Home Opinions Occupational safety a must

By Dr Moses Amweelo


WINDHOEK –
The Labour Act, in recognition of the importance of health, safety and welfare of employees in the workplace, contains provisions designed to maintain and improve work environment related standards for all.

It establishes, inter alia, the Ministry of Labour and Social Welfare as the umbrella organization for all matters concerning occupational safety and health. Occupational safety and health is an area concerned with protecting the safety, health and welfare of people engaged in work or employment. The goals of occupational safety and health programmes include fostering a safe and healthy work environment and it may also protect co-workers, family members, employers, customers, and many others who might be affected by the workplace environment. Occupational safety and health can be important for moral, legal, and financial reasons. It may involve interactions among many subject areas, including occupational medicine, occupational hygiene, public health, safety engineering, industrial engineering, chemistry, health physics, industrial and organizational psychology, ergonomics and occupational health psychology. Since 1950, the International Labour Organization (ILO) and the World Health Organization (WHO) have shared a common definition of occupational health. It was adopted by the Joint ILO/WHO Committee on Occupational Health at its first session in 1950 and revised at its twelfth session in 1995. The definition reads: Occupational health should aim at the promotion and maintenance of the highest degree of physical, mental and social well-being of workers in all occupations; the prevention amongst workers of departures from health caused by their working conditions; the protection of workers in their employment from risks resulting from factors adverse to health; the placing and maintenance of the worker in an occupational environment adapted to his physiological and psychological capabilities; and to summarize, the adaptation of work to employees and of each employee to his/her job.

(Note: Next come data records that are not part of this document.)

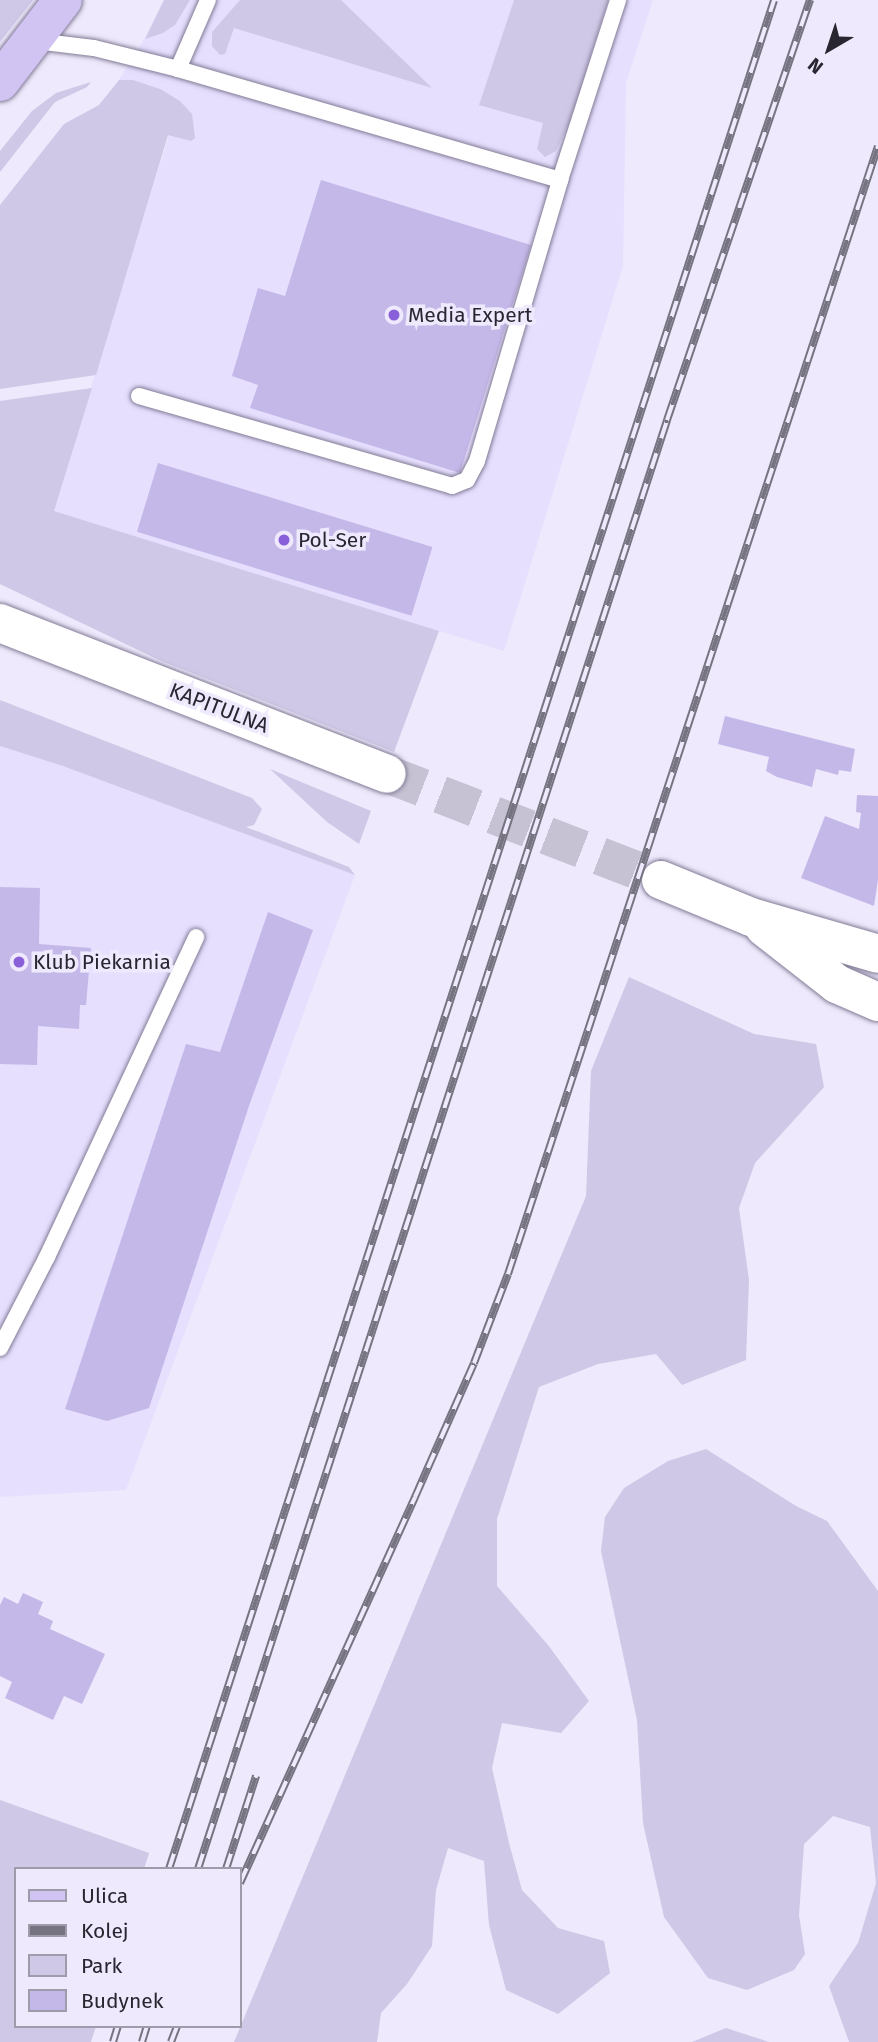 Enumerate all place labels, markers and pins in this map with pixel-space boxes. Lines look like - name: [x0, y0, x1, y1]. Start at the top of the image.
- place label: Media Expert: [408, 302, 532, 328]
- marker: Media Expert: [386, 307, 402, 323]
- place label: Pol-Ser: [298, 527, 366, 553]
- marker: Pol-Ser: [276, 532, 292, 548]
- place label: Klub Piekarnia: [33, 949, 171, 975]
- marker: Klub Piekarnia: [11, 954, 27, 970] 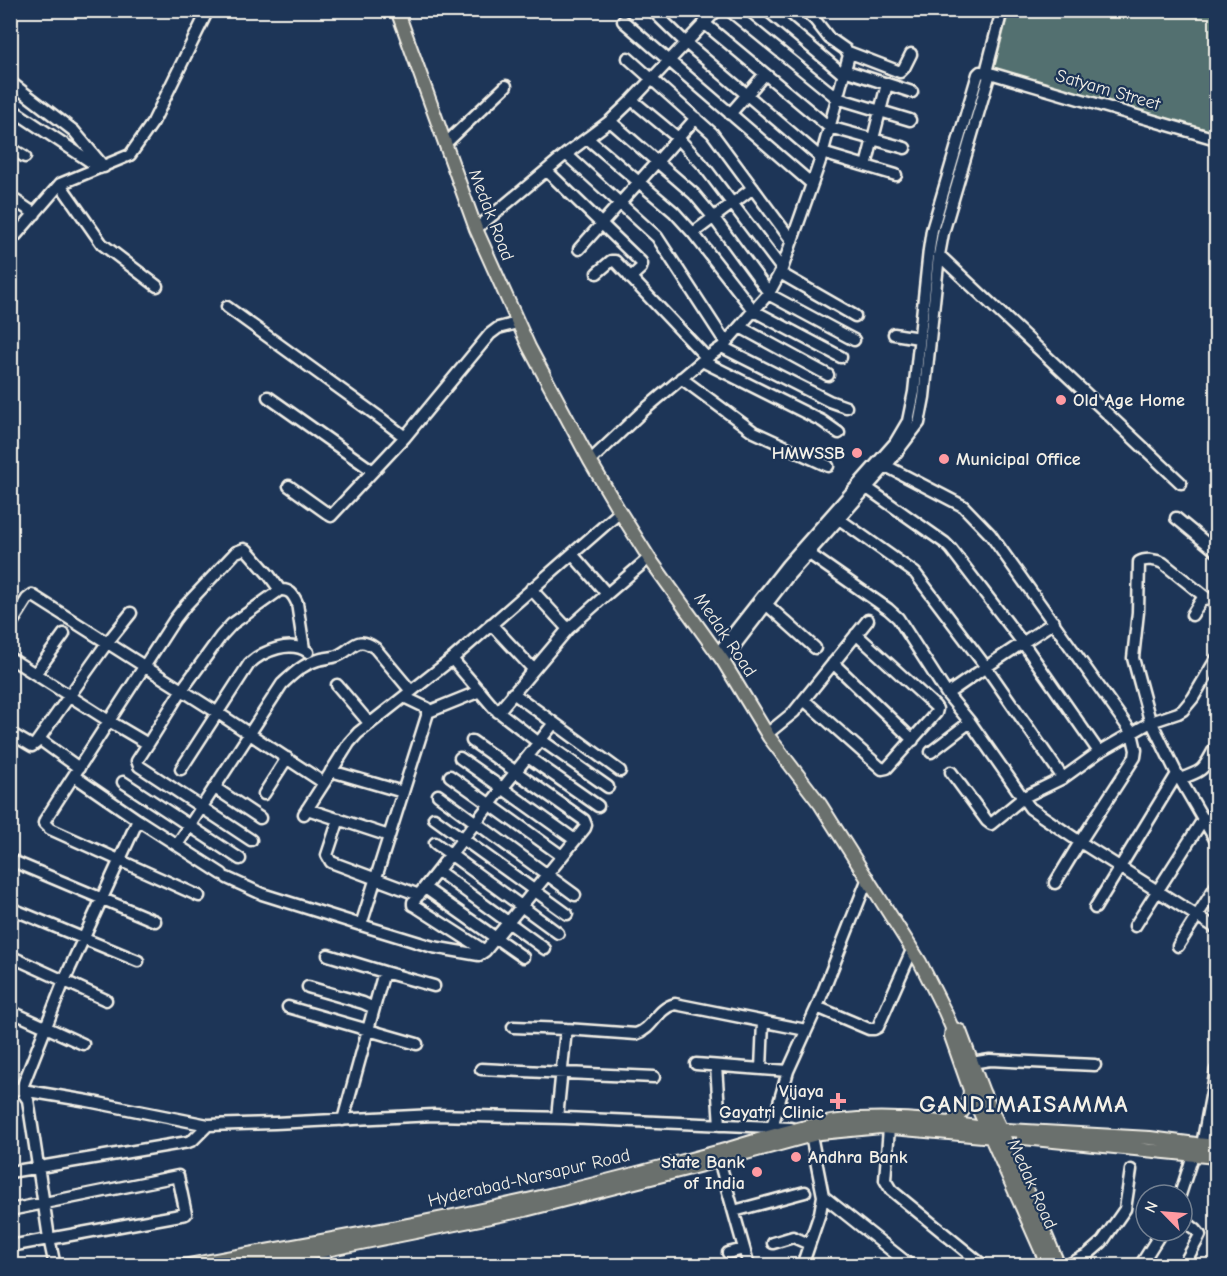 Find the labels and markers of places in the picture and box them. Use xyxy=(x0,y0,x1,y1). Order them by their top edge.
place label: Old Age Home xyxy=(1073,390,1185,411)
marker: Old Age Home xyxy=(1054,393,1068,407)
place label: HMWSSB xyxy=(772,443,845,464)
marker: HMWSSB xyxy=(850,446,864,460)
place label: Municipal Office xyxy=(956,449,1081,470)
marker: Municipal Office xyxy=(937,452,951,466)
place label: Vijaya Gayatri Clinic xyxy=(719,1081,825,1123)
marker: Vijaya Gayatri Clinic xyxy=(829,1092,847,1110)
place label: Andhra Bank xyxy=(808,1147,908,1168)
marker: Andhra Bank xyxy=(789,1150,803,1164)
place label: State Bank of India xyxy=(661,1152,745,1194)
marker: State Bank of India xyxy=(750,1165,764,1179) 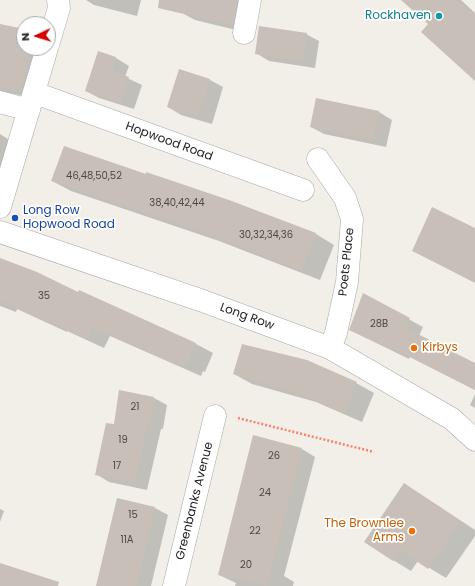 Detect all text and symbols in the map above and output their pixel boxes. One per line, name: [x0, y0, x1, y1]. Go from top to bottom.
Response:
place label: Rockhaven: [365, 9, 431, 23]
marker: Rockhaven: [434, 11, 444, 21]
north arrow: [16, 16, 56, 56]
text: N: [17, 32, 33, 41]
street label: Hopwood Road: [123, 120, 215, 164]
house number: 46,48,50,52: [66, 170, 122, 182]
house number: 38,40,42,44: [149, 197, 205, 209]
place label: Long Row Hopwood Road: [23, 204, 115, 232]
marker: Long Row Hopwood Road: [10, 213, 20, 223]
street label: Poets Place: [336, 227, 358, 297]
house number: 30,32,34,36: [239, 229, 293, 241]
house number: 35: [38, 290, 50, 302]
street label: Long Row: [218, 301, 276, 333]
house number: 28B: [370, 318, 388, 330]
place label: Kirbys: [422, 341, 458, 355]
marker: Kirbys: [409, 343, 419, 353]
house number: 21: [131, 401, 139, 413]
house number: 19: [118, 434, 128, 446]
street label: Greenbanks Avenue: [173, 441, 217, 561]
house number: 26: [268, 450, 280, 462]
house number: 17: [113, 460, 121, 472]
house number: 24: [259, 487, 271, 499]
house number: 15: [128, 509, 138, 521]
place label: The Brownlee Arms: [324, 517, 404, 545]
house number: 22: [249, 525, 261, 537]
marker: The Brownlee Arms: [407, 526, 417, 536]
house number: 11A: [120, 534, 134, 546]
house number: 20: [240, 559, 252, 571]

The main focus in occupational health is on three different objectives:

(i)                   the maintenance and promotion of workers’ health and working capacity

(ii)              (ii) the improvement of the working environment and work to become conducive to safety and health and

(iii)           development of work organizations and working cultures in a direction, which supports health and safety at work and in doing so also promotes a positive social climate and smooth operation and may enhance productivity of the undertakings.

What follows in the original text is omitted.